Stored items

________________________

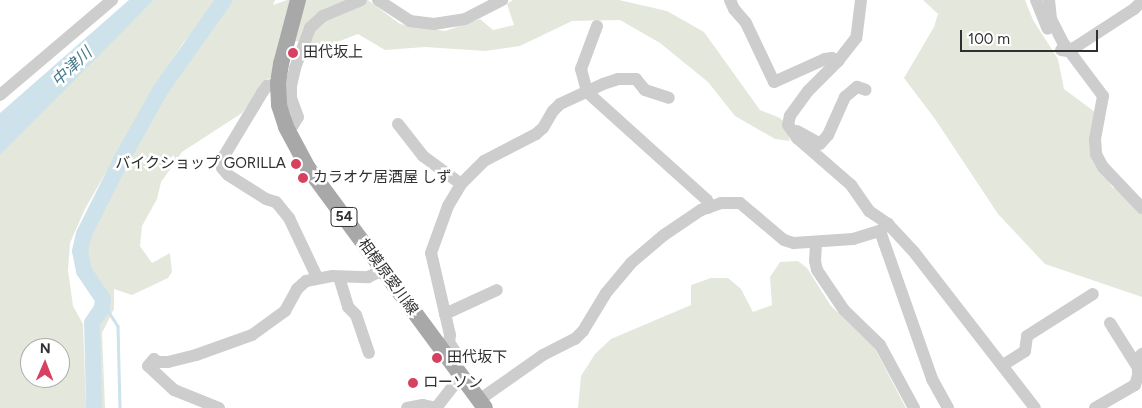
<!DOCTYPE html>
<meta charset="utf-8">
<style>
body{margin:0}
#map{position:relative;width:1142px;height:408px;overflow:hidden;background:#fff;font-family:Figtree,"Noto Sans JP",sans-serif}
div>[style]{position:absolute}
.green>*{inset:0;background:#e4e8dc}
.water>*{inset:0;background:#cde2ea}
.stream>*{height:2.5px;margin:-1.25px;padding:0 1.25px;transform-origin:1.25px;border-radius:1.25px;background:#cde2ea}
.river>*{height:16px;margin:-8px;padding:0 8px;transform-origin:8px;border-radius:8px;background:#cde2ea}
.minor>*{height:12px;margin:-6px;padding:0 6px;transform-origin:6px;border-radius:6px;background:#cdcdcd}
.major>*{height:16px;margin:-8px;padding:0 8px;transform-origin:8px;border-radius:8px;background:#a8a8a8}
.dots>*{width:14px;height:14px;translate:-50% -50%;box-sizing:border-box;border:2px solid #fff;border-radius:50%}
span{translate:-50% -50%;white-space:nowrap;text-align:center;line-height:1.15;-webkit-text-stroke:5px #fff;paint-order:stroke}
.shield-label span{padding:1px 4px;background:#fff;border:1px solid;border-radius:4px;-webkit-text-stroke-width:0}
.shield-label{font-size:14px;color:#303030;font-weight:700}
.poi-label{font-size:15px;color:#303030}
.left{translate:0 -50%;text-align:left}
.right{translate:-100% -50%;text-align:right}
.street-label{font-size:15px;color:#303030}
.water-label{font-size:16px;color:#44798b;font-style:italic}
.north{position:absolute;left:20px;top:338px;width:50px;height:50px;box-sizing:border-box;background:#fff;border:1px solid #acacac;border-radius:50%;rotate:1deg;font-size:14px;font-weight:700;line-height:20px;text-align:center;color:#303030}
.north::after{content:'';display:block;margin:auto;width:18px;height:22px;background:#d74160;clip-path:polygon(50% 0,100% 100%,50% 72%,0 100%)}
.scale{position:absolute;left:960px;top:30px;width:138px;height:22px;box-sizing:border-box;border:2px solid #303030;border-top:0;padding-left:6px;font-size:15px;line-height:18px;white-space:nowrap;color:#303030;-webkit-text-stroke:4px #fff;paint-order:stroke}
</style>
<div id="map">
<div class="green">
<div style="clip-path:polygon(evenodd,154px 0,219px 0,183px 43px,155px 86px,85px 209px,70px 243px,68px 270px,73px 306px,83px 324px,86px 408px,0 408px,0 154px,17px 134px,154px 0,30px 348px,60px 348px,60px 378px,30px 378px,30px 348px)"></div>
<div style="clip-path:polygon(229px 0,275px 0,273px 5px,287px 0,368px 0,400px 24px,445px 31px,480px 19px,493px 30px,514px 25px,507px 4px,513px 0,619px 0,667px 11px,704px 32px,760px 110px,780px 118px,784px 122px,790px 141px,775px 139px,735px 116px,708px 82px,660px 43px,620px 20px,572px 21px,520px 46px,485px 51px,425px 47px,385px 50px,358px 34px,327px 46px,297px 41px,278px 50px,272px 77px,266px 80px,242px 113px,182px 152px,161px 182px,157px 199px,142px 226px,140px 246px,152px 263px,170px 253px,172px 272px,168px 278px,132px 295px,114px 289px,114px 309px,102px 333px,105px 408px,97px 408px,96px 333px,110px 307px,103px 288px,86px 258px,96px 216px,158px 102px,191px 50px)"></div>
<div style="clip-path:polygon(923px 0,1025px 0,1033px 20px,1058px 59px,1064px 89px,1095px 112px,1090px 147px,1112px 187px,1142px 199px,1142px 297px,1045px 264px,998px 214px,935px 119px,904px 78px,934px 27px,938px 14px)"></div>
<div style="clip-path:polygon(798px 261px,807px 268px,831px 306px,874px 347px,906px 408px,578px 408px,581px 376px,595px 354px,611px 339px,691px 305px,691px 285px,711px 278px,728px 278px,741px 289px,753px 312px,772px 305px,770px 277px,780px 262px)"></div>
</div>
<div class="water">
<div style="clip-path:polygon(129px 0,154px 0,0 155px,0 113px)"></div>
</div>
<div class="stream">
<div style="left:103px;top:303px;width:27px;rotate:57deg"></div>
<div style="left:118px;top:326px;width:82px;rotate:88.6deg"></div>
</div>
<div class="river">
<div style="left:94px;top:408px;width:85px;rotate:-91.3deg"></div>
<div style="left:92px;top:323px;width:18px;rotate:-56deg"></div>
<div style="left:102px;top:308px;width:9px;rotate:-84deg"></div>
<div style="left:103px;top:299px;width:34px;rotate:-124deg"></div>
<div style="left:84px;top:271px;width:20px;rotate:-101deg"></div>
<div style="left:80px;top:251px;width:17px;rotate:-77deg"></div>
<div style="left:84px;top:234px;width:80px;rotate:-63.4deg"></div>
<div style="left:120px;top:162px;width:84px;rotate:-60.7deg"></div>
<div style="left:161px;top:89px;width:109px;rotate:-54.7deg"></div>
</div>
<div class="minor">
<div style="left:378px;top:0;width:38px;rotate:33deg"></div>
<div style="left:410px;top:21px;width:24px;rotate:7deg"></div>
<div style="left:434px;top:24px;width:31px;rotate:-9deg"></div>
<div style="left:465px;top:19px;width:42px;rotate:-27.2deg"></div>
<div style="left:730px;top:0;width:10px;rotate:66deg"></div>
<div style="left:734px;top:9px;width:18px;rotate:49deg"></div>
<div style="left:746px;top:23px;width:65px;rotate:64.6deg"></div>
<div style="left:774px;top:82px;width:56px;rotate:-24.3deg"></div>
<div style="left:825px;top:59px;width:7px;rotate:-8deg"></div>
<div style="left:832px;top:58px;width:7px;rotate:27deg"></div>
<div style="left:861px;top:0;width:38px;rotate:97deg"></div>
<div style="left:856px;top:38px;width:29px;rotate:128deg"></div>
<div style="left:838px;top:61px;width:42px;rotate:135deg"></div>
<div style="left:808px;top:91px;width:31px;rotate:126deg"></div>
<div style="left:790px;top:116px;width:9px;rotate:103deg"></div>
<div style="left:788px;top:125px;width:16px;rotate:55deg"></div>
<div style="left:797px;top:138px;width:72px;rotate:41deg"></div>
<div style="left:851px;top:185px;width:32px;rotate:55deg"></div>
<div style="left:869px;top:211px;width:23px;rotate:34deg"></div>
<div style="left:888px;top:224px;width:38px;rotate:47deg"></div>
<div style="left:914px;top:252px;width:197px;rotate:52.2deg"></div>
<div style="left:1036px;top:0;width:31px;rotate:68deg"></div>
<div style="left:1049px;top:0;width:19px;rotate:84deg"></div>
<div style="left:1051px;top:19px;width:28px;rotate:63deg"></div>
<div style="left:1064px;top:44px;width:65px;rotate:53.1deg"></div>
<div style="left:1103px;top:96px;width:44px;rotate:100.5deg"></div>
<div style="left:1095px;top:139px;width:15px;rotate:86deg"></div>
<div style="left:1096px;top:154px;width:15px;rotate:62deg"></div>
<div style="left:1103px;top:167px;width:57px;rotate:46.4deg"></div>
<div style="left:597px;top:26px;width:46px;rotate:110.4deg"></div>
<div style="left:581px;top:69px;width:24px;rotate:75deg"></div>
<div style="left:587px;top:92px;width:161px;rotate:42deg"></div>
<div style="left:707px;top:200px;width:8px;rotate:83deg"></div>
<div style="left:1061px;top:50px;width:7px;rotate:8deg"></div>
<div style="left:1068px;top:51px;width:7px;rotate:-27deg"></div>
<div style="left:1074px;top:48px;width:72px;rotate:-33deg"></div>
<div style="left:1134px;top:9px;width:11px;rotate:-45deg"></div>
<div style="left:278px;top:84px;width:11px;rotate:170deg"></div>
<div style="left:267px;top:86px;width:9px;rotate:126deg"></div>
<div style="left:262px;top:93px;width:74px;rotate:121.1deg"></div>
<div style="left:224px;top:156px;width:12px;rotate:99deg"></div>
<div style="left:222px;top:168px;width:9px;rotate:49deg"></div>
<div style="left:228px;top:175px;width:45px;rotate:32.3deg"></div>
<div style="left:266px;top:199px;width:10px;rotate:17deg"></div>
<div style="left:276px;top:202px;width:21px;rotate:51deg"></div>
<div style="left:289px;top:218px;width:65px;rotate:64.6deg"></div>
<div style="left:0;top:95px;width:147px;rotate:-40.3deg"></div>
<div style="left:398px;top:124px;width:41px;rotate:52deg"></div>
<div style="left:423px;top:156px;width:47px;rotate:36.4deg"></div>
<div style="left:286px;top:127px;width:7px;rotate:-16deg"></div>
<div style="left:293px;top:125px;width:9px;rotate:-58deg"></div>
<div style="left:298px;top:117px;width:20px;rotate:-110deg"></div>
<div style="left:291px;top:98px;width:12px;rotate:-90deg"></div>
<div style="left:291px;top:86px;width:18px;rotate:-77deg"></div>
<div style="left:295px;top:68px;width:43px;rotate:-69.4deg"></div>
<div style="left:310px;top:28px;width:18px;rotate:-43deg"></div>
<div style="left:323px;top:16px;width:41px;rotate:-22.8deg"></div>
<div style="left:797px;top:131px;width:26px;rotate:29deg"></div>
<div style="left:820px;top:144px;width:12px;rotate:-48deg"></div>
<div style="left:828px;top:135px;width:42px;rotate:-65.9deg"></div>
<div style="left:845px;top:97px;width:16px;rotate:-40deg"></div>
<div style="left:857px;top:87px;width:9px;rotate:18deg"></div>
<div style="left:880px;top:231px;width:157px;rotate:70.6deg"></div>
<div style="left:932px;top:379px;width:33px;rotate:61deg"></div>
<div style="left:816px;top:243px;width:18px;rotate:93deg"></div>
<div style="left:815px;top:261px;width:9px;rotate:77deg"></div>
<div style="left:817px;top:270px;width:48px;rotate:56deg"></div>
<div style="left:844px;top:310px;width:50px;rotate:44.2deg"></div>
<div style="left:880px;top:345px;width:72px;rotate:61.6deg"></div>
<div style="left:339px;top:277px;width:31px;rotate:73deg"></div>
<div style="left:348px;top:307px;width:11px;rotate:45deg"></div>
<div style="left:356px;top:315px;width:40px;rotate:71.1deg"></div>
<div style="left:445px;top:314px;width:57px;rotate:-24.8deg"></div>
<div style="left:1110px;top:323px;width:51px;rotate:57.9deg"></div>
<div style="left:448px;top:358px;width:10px;rotate:-53deg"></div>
<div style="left:454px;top:350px;width:9px;rotate:-122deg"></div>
<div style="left:449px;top:342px;width:7px;rotate:-82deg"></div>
<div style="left:450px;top:335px;width:84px;rotate:-103deg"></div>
<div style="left:431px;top:253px;width:50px;rotate:-70.1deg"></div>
<div style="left:448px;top:206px;width:26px;rotate:-59deg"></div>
<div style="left:461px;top:184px;width:33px;rotate:-45deg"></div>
<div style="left:484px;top:161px;width:59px;rotate:-27.4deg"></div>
<div style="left:536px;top:134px;width:9px;rotate:-41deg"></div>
<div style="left:543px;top:128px;width:20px;rotate:-60deg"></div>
<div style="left:553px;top:111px;width:10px;rotate:-45deg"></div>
<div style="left:560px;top:104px;width:47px;rotate:-24.9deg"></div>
<div style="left:603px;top:84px;width:16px;rotate:-18deg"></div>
<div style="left:618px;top:79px;width:18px"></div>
<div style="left:636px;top:79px;width:14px;rotate:51deg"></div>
<div style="left:645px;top:90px;width:25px;rotate:18deg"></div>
<div style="left:1003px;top:365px;width:26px;rotate:-32deg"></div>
<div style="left:1025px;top:351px;width:15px;rotate:-82deg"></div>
<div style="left:1027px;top:336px;width:78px;rotate:-32.5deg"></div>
<div style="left:479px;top:400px;width:78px;rotate:-35.1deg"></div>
<div style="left:543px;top:355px;width:36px;rotate:-27deg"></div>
<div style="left:575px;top:339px;width:11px;rotate:-45deg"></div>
<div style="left:583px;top:331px;width:44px;rotate:-58.8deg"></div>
<div style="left:606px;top:293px;width:39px;rotate:-50deg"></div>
<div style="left:631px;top:263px;width:43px;rotate:-40.3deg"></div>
<div style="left:664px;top:235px;width:45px;rotate:-34deg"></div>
<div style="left:701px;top:210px;width:21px;rotate:-19deg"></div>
<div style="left:721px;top:203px;width:19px"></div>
<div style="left:740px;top:203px;width:57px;rotate:40.1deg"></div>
<div style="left:784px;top:240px;width:10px;rotate:17deg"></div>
<div style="left:794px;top:243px;width:59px;rotate:-3.9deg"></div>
<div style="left:853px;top:239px;width:28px;rotate:-17deg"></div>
<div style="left:880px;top:231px;width:11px;rotate:-41deg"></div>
<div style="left:219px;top:408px;width:48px;rotate:-158.2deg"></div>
<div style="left:174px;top:390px;width:35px;rotate:-137deg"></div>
<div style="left:148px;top:366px;width:9px;rotate:-49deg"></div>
<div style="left:154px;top:359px;width:5px;rotate:37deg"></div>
<div style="left:158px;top:362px;width:10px"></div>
<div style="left:168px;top:362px;width:29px;rotate:-14deg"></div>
<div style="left:196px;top:355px;width:59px;rotate:-19.7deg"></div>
<div style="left:252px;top:335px;width:41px;rotate:-36deg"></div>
<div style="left:285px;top:311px;width:25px;rotate:-61deg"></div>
<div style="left:297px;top:289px;width:12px;rotate:-42deg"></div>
<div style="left:306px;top:281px;width:26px;rotate:-11deg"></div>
<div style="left:332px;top:276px;width:36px;rotate:2deg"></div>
<div style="left:368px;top:277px;width:17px;rotate:-25deg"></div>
<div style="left:407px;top:408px;width:16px;rotate:-11deg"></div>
<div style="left:423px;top:405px;width:13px;rotate:13deg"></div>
<div style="left:436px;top:408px;width:39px;rotate:-52deg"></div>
<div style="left:1095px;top:408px;width:46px;rotate:-29.9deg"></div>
<div style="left:1135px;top:385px;width:9px;rotate:-72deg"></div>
<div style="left:1138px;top:376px;width:18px;rotate:-90deg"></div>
<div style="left:1138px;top:358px;width:6px;rotate:-45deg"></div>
</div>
<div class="major">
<div style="left:298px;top:0;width:66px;rotate:104.9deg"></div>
<div style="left:281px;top:64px;width:20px;rotate:99deg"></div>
<div style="left:278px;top:84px;width:21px;rotate:87deg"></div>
<div style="left:279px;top:105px;width:23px;rotate:72deg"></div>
<div style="left:286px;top:127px;width:47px;rotate:61.8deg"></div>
<div style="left:308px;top:168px;width:298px;rotate:53.6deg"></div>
</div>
<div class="dots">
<div style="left:293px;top:53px;background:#d74160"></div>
<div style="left:296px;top:164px;background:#d74160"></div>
<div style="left:303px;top:178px;background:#d74160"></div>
<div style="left:437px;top:358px;background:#d74160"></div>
<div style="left:413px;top:383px;background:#d74160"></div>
</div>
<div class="shield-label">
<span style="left:344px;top:217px">54</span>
</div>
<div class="poi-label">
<span class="left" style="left:303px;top:53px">田代坂上</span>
<span class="right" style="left:286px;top:164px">バイクショップ GORILLA</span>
<span class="left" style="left:313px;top:178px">カラオケ居酒屋 しず</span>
<span class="left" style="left:447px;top:358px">田代坂下</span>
<span class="left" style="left:423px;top:383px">ローソン</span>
</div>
<div class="street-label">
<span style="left:388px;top:277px;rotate:54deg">相模原愛川線</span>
</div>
<div class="water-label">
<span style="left:72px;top:67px;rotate:-43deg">中津川</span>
</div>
<div class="north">N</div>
<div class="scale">100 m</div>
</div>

________________________

Look through the entries above; copy every line holding the string "stream".

- _EXERCISE RESULT_:
.stream>*{height:2.5px;margin:-1.25px;padding:0 1.25px;transform-origin:1.25px;border-radius:1.25px;background:#cde2ea}
<div class="stream">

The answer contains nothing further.